Saved entries:
+ + + + +
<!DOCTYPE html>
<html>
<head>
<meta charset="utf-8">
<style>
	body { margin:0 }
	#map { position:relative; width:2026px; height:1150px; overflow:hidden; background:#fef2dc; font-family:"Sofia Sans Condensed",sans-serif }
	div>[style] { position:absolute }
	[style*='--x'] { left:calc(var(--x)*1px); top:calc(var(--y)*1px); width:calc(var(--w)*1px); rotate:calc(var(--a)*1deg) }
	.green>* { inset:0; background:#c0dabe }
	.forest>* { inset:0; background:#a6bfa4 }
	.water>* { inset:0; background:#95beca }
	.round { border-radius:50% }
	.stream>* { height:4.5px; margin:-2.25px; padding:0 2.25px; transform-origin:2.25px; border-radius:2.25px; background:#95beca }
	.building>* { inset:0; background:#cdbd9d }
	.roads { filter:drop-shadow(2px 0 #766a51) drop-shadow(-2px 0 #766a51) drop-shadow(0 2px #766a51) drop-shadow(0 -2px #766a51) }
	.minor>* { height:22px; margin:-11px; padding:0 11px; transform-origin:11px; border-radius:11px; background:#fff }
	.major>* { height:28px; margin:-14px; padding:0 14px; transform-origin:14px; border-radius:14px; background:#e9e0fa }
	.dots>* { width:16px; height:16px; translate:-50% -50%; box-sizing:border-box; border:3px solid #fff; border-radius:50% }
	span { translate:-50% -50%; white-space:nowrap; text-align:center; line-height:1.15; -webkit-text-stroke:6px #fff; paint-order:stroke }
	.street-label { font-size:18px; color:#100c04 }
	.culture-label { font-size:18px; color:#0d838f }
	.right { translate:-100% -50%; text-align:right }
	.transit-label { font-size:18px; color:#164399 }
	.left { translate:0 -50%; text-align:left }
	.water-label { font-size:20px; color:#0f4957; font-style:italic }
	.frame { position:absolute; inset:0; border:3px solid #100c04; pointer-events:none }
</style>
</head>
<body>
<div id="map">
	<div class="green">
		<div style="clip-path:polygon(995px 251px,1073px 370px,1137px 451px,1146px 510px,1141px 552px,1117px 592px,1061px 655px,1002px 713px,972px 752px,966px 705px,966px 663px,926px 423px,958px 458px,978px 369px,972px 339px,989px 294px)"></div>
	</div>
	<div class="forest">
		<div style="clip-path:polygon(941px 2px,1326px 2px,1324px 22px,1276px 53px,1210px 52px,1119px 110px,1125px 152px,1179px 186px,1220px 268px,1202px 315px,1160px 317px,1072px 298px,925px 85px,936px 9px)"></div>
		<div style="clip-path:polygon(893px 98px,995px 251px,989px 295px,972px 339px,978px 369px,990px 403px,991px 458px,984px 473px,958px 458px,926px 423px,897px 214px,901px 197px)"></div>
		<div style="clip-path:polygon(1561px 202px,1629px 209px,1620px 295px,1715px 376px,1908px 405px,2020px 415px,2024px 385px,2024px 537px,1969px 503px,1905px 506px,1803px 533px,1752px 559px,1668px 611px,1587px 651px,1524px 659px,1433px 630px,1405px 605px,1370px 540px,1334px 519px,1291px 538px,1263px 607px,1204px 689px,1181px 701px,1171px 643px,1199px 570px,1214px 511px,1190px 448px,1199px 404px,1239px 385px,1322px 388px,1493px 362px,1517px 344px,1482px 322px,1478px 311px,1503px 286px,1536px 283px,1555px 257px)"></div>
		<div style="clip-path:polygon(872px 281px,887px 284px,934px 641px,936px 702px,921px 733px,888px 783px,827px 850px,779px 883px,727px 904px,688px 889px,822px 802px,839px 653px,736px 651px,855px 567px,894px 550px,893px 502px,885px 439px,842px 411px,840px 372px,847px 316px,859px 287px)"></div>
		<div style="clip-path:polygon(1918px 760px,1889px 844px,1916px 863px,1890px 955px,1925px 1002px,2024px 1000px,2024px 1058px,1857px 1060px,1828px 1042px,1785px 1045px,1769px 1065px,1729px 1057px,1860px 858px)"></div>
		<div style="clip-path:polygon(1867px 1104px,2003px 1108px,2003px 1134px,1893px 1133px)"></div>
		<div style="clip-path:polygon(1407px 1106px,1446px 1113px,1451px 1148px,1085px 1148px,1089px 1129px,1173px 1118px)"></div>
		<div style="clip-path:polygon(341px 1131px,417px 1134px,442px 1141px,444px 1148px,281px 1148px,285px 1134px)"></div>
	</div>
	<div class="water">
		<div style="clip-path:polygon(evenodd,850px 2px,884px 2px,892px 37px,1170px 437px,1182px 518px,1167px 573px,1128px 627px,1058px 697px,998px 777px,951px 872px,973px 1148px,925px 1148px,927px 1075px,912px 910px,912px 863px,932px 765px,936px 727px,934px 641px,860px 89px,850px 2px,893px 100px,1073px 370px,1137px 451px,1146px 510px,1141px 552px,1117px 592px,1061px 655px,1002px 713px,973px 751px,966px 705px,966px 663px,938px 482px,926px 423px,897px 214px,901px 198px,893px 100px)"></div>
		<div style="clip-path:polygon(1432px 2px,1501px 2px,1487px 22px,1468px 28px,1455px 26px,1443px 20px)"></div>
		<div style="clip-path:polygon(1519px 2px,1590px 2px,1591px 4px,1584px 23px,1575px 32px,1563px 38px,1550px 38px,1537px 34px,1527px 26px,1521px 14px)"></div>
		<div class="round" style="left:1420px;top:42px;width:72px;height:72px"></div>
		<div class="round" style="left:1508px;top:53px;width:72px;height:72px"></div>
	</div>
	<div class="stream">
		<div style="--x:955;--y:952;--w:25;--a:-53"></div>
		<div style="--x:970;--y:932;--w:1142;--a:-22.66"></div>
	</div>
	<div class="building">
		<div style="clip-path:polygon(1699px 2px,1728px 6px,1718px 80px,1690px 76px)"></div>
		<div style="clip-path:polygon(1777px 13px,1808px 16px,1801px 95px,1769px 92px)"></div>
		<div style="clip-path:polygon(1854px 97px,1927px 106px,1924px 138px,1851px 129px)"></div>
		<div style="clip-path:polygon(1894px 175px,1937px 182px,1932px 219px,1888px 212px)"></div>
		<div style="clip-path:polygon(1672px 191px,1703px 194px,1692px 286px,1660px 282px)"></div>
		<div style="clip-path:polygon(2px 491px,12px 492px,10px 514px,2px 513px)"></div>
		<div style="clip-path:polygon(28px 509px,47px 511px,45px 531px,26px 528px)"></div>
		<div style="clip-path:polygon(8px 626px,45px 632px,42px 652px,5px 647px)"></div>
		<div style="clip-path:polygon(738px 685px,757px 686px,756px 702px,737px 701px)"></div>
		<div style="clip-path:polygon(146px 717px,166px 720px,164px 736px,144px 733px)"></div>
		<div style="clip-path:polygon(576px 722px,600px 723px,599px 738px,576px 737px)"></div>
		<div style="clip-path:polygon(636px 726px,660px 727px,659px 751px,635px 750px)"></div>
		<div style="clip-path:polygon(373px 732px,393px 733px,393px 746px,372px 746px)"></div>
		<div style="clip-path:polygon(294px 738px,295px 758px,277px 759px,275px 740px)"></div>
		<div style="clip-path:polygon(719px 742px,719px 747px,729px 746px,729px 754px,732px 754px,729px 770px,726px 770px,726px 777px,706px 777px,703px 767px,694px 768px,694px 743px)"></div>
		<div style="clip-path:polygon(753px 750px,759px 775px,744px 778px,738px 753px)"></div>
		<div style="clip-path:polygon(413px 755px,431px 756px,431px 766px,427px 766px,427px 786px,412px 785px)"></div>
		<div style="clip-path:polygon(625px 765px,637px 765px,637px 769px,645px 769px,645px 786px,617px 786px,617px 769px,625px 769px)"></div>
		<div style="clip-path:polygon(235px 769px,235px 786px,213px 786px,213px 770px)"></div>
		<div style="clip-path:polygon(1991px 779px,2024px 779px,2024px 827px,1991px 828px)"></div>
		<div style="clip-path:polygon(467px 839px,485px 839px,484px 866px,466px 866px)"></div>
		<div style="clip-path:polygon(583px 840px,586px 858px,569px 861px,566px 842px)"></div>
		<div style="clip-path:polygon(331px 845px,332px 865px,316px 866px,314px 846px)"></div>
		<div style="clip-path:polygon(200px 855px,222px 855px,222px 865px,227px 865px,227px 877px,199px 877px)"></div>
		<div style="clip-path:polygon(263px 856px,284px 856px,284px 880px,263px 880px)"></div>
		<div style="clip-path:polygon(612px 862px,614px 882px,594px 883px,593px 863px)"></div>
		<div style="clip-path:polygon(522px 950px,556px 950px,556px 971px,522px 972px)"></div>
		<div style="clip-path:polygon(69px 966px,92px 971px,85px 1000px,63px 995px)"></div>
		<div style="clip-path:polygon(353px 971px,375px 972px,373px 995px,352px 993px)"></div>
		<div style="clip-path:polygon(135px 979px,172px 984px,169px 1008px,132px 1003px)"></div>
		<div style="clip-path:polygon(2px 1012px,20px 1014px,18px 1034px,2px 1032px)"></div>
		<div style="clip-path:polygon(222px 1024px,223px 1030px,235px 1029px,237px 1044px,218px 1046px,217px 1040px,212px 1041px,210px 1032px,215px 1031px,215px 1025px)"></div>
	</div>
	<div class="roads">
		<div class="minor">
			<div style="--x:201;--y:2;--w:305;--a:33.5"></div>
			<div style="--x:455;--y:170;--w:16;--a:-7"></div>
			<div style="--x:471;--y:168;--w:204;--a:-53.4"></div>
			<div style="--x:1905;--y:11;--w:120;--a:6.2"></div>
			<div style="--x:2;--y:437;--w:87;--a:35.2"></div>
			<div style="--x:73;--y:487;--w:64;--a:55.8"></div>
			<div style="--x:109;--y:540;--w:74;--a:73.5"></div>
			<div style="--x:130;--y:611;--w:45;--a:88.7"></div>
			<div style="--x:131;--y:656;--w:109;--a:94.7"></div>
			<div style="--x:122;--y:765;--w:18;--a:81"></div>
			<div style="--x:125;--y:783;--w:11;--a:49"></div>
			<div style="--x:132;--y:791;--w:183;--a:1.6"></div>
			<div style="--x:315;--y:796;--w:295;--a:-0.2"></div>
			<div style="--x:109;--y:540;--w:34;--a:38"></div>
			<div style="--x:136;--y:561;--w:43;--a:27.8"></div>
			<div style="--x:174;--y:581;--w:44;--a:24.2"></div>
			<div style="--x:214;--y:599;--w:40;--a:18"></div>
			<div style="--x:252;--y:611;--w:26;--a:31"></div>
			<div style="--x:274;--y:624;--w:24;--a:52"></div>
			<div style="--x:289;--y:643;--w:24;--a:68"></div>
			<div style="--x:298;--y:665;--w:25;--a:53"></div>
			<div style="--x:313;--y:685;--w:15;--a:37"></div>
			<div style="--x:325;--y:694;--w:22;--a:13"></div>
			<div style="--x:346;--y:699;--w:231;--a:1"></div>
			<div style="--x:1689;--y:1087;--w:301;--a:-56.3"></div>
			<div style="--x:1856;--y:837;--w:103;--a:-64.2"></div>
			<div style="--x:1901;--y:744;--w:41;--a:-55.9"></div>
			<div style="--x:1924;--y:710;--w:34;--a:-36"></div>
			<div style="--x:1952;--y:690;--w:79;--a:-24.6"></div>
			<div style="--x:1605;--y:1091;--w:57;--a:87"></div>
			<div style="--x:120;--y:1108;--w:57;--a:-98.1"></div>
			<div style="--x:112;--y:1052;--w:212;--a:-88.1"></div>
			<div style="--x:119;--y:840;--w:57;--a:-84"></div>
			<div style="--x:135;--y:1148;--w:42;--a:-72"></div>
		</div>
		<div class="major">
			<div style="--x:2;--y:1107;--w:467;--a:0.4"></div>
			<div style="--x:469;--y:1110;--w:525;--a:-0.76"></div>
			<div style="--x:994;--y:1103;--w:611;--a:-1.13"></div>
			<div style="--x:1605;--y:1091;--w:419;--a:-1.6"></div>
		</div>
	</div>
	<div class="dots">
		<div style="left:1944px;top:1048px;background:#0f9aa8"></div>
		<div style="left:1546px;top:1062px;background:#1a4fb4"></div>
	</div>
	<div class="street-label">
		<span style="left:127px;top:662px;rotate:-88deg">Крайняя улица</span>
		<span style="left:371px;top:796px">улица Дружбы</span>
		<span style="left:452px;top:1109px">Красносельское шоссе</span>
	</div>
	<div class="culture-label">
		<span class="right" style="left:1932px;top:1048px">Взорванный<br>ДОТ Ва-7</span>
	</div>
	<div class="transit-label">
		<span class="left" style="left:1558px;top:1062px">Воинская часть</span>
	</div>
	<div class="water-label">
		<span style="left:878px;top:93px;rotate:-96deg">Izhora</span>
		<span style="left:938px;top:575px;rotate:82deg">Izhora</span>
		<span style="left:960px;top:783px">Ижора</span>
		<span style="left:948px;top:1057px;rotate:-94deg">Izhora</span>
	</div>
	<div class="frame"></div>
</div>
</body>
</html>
+ + + + +
Write out exactly the lines that fall from the line with "position:absolute; inset:0; border:3px" to the line with "98px,995px 251px,989px 295px,972px" in the records above, keeping both ends.

	.frame { position:absolute; inset:0; border:3px solid #100c04; pointer-events:none }
</style>
</head>
<body>
<div id="map">
	<div class="green">
		<div style="clip-path:polygon(995px 251px,1073px 370px,1137px 451px,1146px 510px,1141px 552px,1117px 592px,1061px 655px,1002px 713px,972px 752px,966px 705px,966px 663px,926px 423px,958px 458px,978px 369px,972px 339px,989px 294px)"></div>
	</div>
	<div class="forest">
		<div style="clip-path:polygon(941px 2px,1326px 2px,1324px 22px,1276px 53px,1210px 52px,1119px 110px,1125px 152px,1179px 186px,1220px 268px,1202px 315px,1160px 317px,1072px 298px,925px 85px,936px 9px)"></div>
		<div style="clip-path:polygon(893px 98px,995px 251px,989px 295px,972px 339px,978px 369px,990px 403px,991px 458px,984px 473px,958px 458px,926px 423px,897px 214px,901px 197px)"></div>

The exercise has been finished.